Stored data entries
____________________
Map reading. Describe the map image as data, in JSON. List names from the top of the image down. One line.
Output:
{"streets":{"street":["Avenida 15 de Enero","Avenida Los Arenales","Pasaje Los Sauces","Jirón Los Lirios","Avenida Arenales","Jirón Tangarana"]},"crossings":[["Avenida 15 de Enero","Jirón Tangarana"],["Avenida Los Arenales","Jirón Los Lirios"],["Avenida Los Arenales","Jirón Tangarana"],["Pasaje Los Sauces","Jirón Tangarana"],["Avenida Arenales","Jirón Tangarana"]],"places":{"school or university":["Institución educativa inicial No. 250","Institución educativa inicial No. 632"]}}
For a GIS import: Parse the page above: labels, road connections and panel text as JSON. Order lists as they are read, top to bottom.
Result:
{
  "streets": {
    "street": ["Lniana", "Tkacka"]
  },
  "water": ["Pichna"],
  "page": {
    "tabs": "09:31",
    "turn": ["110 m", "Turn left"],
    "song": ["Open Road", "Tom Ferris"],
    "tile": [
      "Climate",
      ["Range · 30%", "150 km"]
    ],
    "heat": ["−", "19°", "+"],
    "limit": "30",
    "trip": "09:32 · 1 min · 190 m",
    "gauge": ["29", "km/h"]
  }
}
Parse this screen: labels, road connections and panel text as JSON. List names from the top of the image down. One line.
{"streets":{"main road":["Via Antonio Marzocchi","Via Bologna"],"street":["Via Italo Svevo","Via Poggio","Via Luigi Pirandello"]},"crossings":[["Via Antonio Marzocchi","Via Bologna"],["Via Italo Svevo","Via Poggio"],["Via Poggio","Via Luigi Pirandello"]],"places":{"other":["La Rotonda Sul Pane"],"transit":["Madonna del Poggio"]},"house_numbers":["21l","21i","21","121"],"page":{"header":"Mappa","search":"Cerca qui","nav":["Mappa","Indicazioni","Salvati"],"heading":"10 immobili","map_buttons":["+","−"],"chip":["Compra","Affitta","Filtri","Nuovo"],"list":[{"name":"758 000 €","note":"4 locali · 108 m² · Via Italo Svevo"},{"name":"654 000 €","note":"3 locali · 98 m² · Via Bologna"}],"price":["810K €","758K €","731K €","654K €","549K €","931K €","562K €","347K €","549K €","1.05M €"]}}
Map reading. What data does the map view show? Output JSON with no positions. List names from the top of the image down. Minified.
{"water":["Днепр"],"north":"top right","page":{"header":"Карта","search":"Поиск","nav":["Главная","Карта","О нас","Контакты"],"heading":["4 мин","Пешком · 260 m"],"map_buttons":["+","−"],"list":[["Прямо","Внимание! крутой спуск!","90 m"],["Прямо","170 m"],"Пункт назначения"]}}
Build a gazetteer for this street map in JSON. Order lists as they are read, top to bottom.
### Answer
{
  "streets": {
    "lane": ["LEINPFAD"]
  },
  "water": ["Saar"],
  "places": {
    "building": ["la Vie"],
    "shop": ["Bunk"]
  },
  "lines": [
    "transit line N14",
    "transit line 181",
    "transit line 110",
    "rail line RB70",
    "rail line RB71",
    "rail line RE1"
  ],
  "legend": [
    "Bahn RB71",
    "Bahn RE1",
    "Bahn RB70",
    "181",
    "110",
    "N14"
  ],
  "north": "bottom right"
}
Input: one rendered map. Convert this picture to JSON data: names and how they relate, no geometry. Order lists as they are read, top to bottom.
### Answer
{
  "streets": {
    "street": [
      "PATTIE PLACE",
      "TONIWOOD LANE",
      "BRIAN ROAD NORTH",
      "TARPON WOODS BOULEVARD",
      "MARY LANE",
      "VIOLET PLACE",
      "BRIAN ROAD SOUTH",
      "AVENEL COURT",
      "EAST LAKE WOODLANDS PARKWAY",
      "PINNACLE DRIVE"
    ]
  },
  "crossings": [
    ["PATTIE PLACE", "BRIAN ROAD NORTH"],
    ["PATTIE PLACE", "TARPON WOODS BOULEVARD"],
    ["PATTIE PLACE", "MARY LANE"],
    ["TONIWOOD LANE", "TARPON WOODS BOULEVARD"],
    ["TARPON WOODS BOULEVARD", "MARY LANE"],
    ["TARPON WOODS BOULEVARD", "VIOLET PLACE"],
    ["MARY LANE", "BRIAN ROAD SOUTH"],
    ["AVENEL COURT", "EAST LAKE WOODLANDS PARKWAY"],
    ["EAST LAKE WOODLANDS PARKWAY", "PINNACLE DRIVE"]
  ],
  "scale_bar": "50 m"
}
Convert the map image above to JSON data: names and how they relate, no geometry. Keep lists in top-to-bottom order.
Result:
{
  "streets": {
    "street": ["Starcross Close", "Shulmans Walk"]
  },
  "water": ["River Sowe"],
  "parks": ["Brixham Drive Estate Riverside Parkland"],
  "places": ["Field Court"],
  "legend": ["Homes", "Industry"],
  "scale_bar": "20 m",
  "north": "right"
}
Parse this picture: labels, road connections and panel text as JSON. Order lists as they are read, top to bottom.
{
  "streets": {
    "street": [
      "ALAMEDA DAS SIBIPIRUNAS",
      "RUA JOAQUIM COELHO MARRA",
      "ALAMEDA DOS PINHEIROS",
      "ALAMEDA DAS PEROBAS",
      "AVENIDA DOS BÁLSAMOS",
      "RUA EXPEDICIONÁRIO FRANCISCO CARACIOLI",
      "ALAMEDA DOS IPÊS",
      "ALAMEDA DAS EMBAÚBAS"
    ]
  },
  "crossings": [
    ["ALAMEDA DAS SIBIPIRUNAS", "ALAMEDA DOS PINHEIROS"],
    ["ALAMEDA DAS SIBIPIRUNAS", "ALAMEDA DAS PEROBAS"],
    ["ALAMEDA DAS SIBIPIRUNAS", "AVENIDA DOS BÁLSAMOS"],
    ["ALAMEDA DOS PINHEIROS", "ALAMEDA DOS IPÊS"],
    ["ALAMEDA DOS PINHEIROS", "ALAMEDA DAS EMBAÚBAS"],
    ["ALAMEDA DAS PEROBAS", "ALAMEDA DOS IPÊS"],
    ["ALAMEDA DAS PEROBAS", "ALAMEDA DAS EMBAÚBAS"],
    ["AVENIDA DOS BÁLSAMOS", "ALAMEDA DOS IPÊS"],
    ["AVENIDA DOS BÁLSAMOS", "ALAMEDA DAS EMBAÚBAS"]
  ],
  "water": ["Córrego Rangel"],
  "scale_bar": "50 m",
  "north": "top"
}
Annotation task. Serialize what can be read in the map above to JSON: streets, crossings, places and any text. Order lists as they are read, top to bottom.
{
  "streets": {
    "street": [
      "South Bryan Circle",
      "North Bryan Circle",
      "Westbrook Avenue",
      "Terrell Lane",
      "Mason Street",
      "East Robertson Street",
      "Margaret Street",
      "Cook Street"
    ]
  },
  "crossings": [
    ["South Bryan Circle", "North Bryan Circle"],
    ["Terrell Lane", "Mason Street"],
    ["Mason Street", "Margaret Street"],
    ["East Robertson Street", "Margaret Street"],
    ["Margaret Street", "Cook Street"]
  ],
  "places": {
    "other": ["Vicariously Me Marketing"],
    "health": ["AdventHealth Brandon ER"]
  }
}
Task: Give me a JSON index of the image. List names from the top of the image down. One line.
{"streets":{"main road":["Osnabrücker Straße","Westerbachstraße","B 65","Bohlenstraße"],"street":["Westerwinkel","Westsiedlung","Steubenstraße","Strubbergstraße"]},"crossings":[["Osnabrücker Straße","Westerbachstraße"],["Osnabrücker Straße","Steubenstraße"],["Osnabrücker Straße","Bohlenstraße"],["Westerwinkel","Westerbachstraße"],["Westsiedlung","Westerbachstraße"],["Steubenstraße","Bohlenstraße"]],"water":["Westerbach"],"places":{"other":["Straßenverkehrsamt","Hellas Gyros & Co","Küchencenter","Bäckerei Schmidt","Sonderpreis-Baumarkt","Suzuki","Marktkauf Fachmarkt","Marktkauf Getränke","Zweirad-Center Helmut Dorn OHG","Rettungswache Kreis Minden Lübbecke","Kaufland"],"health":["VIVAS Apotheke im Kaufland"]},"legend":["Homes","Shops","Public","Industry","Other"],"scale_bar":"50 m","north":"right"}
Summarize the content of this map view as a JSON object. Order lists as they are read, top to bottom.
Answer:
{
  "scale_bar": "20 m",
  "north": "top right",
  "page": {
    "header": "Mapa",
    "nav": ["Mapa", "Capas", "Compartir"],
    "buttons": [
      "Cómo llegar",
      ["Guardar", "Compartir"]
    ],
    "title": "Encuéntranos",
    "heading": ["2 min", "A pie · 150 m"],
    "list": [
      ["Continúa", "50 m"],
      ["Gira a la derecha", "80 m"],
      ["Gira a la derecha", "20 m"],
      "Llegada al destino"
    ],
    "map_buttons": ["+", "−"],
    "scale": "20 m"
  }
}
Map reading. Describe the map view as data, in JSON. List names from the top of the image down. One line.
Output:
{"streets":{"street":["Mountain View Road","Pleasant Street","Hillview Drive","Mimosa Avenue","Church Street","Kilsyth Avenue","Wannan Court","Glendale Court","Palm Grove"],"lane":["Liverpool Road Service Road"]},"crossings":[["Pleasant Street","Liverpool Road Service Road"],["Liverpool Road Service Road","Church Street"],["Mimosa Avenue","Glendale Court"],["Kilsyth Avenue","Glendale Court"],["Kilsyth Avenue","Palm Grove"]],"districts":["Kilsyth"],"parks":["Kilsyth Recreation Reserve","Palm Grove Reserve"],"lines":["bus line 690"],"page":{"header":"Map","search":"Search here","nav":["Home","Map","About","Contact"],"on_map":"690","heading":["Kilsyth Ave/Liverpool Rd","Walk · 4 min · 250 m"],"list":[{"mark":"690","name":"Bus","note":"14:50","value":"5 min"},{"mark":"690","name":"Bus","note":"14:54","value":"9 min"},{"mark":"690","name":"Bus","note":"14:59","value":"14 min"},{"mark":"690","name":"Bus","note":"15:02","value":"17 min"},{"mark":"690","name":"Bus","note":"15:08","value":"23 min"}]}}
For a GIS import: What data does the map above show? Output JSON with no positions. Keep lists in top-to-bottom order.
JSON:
____________________
▶ _Task requirements_:
Total lines holding "Convert" in the records: report this figure alone.

▶ _Response for this exercise_:
2